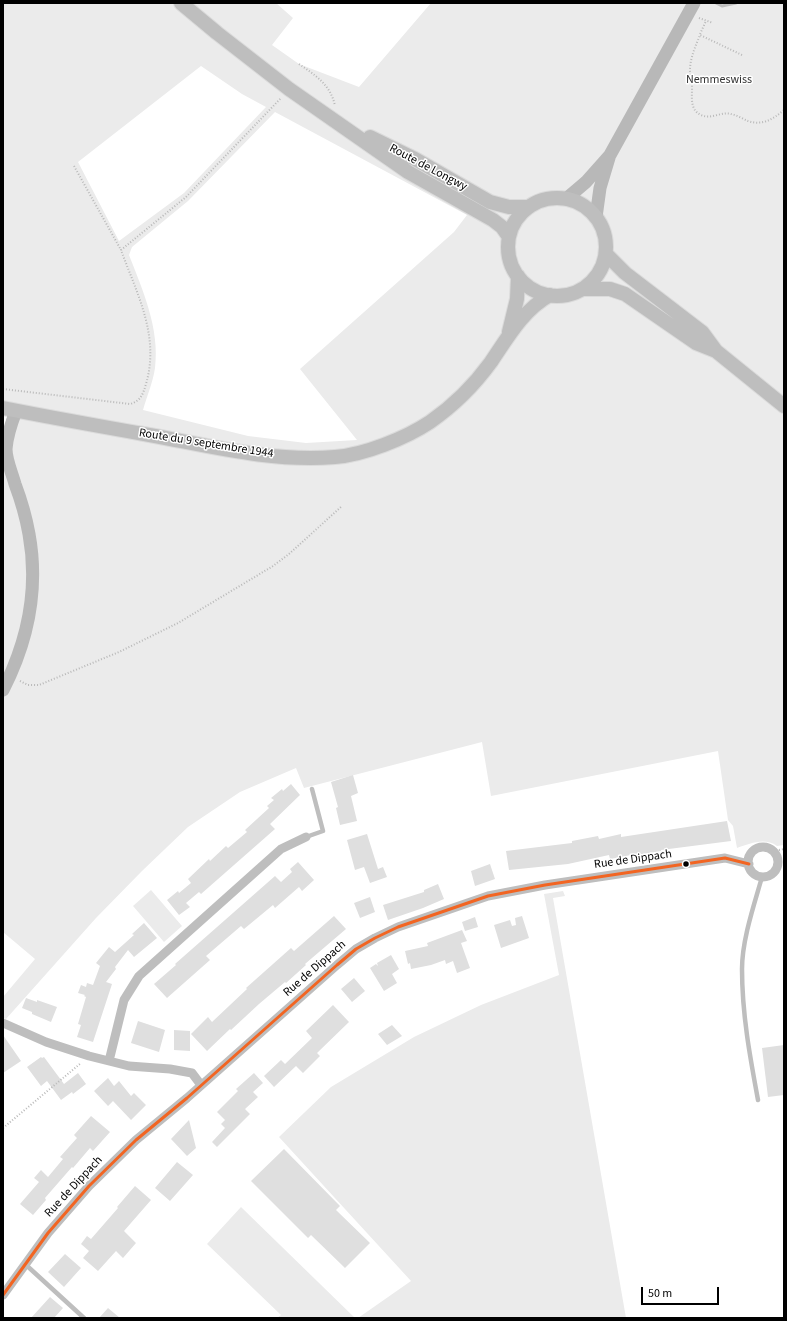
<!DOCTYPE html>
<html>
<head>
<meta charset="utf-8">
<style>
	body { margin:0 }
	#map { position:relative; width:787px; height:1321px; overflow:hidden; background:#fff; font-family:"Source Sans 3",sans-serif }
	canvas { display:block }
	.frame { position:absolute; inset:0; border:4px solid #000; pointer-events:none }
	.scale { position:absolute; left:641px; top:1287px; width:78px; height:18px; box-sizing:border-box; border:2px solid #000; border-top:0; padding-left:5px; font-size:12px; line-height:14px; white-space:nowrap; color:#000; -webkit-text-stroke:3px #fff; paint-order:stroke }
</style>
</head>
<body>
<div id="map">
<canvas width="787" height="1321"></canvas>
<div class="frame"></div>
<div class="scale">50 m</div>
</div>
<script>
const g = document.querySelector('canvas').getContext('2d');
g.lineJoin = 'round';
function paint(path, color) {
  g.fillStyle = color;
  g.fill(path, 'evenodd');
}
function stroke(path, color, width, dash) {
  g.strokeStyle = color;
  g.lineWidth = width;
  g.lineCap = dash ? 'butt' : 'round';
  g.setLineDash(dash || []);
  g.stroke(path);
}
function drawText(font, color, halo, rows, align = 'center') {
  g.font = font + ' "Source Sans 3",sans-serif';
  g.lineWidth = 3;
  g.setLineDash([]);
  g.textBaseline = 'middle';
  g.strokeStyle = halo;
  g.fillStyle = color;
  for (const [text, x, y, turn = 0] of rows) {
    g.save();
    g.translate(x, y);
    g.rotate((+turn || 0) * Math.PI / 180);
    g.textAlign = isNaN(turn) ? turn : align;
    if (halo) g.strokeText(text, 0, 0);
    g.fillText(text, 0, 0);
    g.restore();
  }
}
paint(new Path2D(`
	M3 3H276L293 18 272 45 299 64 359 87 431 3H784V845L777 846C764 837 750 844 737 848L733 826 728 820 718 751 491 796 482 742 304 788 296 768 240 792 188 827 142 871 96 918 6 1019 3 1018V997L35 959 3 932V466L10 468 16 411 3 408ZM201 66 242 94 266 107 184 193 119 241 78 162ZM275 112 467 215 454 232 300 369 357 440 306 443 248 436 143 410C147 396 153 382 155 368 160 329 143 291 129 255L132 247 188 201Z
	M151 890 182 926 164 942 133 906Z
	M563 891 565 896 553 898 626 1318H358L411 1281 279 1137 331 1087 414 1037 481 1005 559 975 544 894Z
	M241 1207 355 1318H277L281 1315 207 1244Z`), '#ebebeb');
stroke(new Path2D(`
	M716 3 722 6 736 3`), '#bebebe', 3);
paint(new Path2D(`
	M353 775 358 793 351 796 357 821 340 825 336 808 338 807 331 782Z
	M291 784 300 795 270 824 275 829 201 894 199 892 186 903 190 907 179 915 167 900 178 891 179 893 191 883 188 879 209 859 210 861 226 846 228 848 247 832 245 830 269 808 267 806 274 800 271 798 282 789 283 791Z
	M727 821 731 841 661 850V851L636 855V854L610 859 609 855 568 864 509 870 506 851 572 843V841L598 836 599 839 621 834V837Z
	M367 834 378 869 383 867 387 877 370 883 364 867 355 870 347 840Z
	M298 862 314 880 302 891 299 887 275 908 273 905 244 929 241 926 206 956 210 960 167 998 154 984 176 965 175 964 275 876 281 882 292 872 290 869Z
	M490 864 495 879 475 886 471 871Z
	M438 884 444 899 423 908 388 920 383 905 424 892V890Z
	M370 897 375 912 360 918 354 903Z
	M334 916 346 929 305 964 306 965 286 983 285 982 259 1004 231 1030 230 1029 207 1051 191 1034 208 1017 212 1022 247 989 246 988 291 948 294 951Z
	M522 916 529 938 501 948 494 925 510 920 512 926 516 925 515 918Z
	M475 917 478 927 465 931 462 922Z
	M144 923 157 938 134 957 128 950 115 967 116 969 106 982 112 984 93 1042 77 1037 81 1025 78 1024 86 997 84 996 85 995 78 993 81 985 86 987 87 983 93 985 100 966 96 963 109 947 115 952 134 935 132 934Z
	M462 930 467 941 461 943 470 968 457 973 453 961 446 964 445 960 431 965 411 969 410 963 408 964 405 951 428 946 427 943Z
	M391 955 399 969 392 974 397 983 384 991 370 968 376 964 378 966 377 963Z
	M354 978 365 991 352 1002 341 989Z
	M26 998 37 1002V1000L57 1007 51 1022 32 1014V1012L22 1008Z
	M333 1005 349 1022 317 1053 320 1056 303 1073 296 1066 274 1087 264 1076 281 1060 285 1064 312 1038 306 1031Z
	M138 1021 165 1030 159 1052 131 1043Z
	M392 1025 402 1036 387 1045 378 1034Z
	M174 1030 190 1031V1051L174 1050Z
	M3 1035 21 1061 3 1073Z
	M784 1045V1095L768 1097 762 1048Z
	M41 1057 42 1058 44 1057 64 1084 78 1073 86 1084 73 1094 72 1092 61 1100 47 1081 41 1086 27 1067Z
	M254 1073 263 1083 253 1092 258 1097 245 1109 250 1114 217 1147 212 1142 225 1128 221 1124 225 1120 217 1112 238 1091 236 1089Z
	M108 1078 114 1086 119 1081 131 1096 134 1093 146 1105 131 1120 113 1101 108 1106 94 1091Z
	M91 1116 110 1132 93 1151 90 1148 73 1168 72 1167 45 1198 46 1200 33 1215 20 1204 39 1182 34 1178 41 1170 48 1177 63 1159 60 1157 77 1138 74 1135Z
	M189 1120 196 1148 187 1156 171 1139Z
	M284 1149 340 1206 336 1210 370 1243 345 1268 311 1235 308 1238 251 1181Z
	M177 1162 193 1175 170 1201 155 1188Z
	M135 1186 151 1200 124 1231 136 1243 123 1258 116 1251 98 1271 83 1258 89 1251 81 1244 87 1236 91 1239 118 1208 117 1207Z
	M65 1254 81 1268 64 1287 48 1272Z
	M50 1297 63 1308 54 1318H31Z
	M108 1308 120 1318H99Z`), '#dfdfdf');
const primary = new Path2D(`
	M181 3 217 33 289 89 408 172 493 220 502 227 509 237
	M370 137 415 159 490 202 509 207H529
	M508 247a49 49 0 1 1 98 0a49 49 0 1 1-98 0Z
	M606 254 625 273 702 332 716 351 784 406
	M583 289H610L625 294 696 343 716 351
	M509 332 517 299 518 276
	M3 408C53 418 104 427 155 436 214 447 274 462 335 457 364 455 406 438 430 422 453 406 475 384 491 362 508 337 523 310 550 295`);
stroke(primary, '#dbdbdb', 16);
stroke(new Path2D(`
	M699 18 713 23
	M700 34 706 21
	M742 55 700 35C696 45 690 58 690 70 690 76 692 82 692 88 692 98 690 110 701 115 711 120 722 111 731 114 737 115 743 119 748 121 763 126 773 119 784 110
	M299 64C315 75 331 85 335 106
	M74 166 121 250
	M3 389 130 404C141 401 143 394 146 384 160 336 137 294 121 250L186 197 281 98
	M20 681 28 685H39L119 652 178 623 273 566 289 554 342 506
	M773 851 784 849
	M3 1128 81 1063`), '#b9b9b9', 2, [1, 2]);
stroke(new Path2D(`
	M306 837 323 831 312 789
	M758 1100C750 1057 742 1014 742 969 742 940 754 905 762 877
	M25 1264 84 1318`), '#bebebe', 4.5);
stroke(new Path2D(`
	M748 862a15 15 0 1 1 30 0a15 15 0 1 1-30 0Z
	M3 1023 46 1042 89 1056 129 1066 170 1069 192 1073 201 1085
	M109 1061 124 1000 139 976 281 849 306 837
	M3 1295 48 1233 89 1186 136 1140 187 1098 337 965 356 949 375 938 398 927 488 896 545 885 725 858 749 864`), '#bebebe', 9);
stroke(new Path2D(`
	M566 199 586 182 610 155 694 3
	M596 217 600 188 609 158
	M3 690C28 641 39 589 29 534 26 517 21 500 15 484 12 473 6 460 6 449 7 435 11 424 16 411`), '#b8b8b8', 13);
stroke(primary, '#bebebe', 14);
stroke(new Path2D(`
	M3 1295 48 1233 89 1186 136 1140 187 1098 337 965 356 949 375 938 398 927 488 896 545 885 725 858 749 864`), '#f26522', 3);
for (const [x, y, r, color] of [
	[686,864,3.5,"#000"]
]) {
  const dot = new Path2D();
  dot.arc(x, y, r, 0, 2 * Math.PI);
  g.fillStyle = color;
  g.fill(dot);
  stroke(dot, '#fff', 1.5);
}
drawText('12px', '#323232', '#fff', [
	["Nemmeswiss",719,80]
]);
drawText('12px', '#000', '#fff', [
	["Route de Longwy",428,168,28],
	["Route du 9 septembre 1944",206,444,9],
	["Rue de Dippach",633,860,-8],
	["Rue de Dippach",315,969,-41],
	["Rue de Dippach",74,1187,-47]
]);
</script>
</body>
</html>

********************

Lines before the one containing "M509 332 517 299 518 276" are to be left out; that line and every line after it through the end of the data should be copied exactly.

	M509 332 517 299 518 276
	M3 408C53 418 104 427 155 436 214 447 274 462 335 457 364 455 406 438 430 422 453 406 475 384 491 362 508 337 523 310 550 295`);
stroke(primary, '#dbdbdb', 16);
stroke(new Path2D(`
	M699 18 713 23
	M700 34 706 21
	M742 55 700 35C696 45 690 58 690 70 690 76 692 82 692 88 692 98 690 110 701 115 711 120 722 111 731 114 737 115 743 119 748 121 763 126 773 119 784 110
	M299 64C315 75 331 85 335 106
	M74 166 121 250
	M3 389 130 404C141 401 143 394 146 384 160 336 137 294 121 250L186 197 281 98
	M20 681 28 685H39L119 652 178 623 273 566 289 554 342 506
	M773 851 784 849
	M3 1128 81 1063`), '#b9b9b9', 2, [1, 2]);
stroke(new Path2D(`
	M306 837 323 831 312 789
	M758 1100C750 1057 742 1014 742 969 742 940 754 905 762 877
	M25 1264 84 1318`), '#bebebe', 4.5);
stroke(new Path2D(`
	M748 862a15 15 0 1 1 30 0a15 15 0 1 1-30 0Z
	M3 1023 46 1042 89 1056 129 1066 170 1069 192 1073 201 1085
	M109 1061 124 1000 139 976 281 849 306 837
	M3 1295 48 1233 89 1186 136 1140 187 1098 337 965 356 949 375 938 398 927 488 896 545 885 725 858 749 864`), '#bebebe', 9);
stroke(new Path2D(`
	M566 199 586 182 610 155 694 3
	M596 217 600 188 609 158
	M3 690C28 641 39 589 29 534 26 517 21 500 15 484 12 473 6 460 6 449 7 435 11 424 16 411`), '#b8b8b8', 13);
stroke(primary, '#bebebe', 14);
stroke(new Path2D(`
	M3 1295 48 1233 89 1186 136 1140 187 1098 337 965 356 949 375 938 398 927 488 896 545 885 725 858 749 864`), '#f26522', 3);
for (const [x, y, r, color] of [
	[686,864,3.5,"#000"]
]) {
  const dot = new Path2D();
  dot.arc(x, y, r, 0, 2 * Math.PI);
  g.fillStyle = color;
  g.fill(dot);
  stroke(dot, '#fff', 1.5);
}
drawText('12px', '#323232', '#fff', [
	["Nemmeswiss",719,80]
]);
drawText('12px', '#000', '#fff', [
	["Route de Longwy",428,168,28],
	["Route du 9 septembre 1944",206,444,9],
	["Rue de Dippach",633,860,-8],
	["Rue de Dippach",315,969,-41],
	["Rue de Dippach",74,1187,-47]
]);
</script>
</body>
</html>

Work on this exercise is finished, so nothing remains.